To start with FEES you first have to take a two day course. I actually took two just to get more practice in before competency training. There are many providers that offer the class. In this post, I am not trying to convey a certain class is better than another. I haven’t taken classes with all of the providers so I can’t say for sure. This post is just about the first two day course I went to, which was Dr. Susan Langmore’s.
If you don’t know who Susan Langmore is, she is basically the creator of the FEES examination. She has published many papers on the topic of dysphagia, all of which I would recommend checking out.

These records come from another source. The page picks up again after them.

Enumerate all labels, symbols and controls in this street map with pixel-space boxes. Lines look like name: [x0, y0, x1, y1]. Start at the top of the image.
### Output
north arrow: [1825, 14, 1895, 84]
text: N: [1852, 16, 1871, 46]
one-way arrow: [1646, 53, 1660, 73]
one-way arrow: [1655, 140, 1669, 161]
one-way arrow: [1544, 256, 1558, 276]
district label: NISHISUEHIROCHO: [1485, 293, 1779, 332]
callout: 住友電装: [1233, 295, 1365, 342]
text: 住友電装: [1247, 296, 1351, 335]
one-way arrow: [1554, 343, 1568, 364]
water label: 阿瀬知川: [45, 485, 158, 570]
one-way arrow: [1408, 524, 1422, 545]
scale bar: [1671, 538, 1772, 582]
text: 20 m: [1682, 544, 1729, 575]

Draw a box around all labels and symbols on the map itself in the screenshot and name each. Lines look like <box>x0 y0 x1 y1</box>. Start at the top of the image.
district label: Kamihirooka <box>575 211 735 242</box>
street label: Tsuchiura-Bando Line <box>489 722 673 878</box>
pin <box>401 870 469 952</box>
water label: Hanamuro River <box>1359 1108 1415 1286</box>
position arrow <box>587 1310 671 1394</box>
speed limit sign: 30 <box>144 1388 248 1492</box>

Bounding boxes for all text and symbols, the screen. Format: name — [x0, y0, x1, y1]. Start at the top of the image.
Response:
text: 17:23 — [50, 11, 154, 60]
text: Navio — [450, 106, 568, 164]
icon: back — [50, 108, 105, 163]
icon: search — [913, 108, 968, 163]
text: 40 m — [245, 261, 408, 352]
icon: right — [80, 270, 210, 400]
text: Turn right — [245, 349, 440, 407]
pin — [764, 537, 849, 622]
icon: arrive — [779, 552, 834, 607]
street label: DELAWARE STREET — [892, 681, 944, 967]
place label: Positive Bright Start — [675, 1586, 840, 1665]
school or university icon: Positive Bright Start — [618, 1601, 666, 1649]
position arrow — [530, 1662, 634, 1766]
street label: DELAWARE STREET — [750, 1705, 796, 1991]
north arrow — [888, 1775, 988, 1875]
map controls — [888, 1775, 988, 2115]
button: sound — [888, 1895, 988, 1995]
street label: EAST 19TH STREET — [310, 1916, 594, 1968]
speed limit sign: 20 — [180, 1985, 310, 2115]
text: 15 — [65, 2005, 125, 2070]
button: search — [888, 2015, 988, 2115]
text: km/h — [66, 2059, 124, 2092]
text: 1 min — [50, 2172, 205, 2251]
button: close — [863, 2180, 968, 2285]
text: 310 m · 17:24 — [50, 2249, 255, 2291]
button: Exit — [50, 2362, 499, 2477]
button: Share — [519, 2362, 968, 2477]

So back to class. The first day was all lecture. We learned about the procedure, the equipment, and a quick review of anatomy and physiology. Hearing how to complete a FEES from the source was pretty amazing. This day went really quickly for just sitting in one spot for the whole day.
The second day was scope day. We knew it was coming, that we would be practicing (for the first time) on each other. I knew it would be fun but there was also a small feeing of impending doom.
We were split up into smaller groups and went to separate rooms to learn from mentors who are skilled in the art of FEES. I was lucky, and someone volunteered right away to be the first “scopee” and the “scoper.” The SLP started to insert the scope and within 5 seconds or so, the volunteer had a raging bloody nose and started to cry. At this point I am pretty sure that I started looking for the exit.
After that first eventful attempt, the rest were much tamer. No more blood was shed. When it came time for me to be the “scopee” for the first time, I just shut my eyes and took a deep breath and hoped for the best. Turns out, it wasn’t that bad. Really.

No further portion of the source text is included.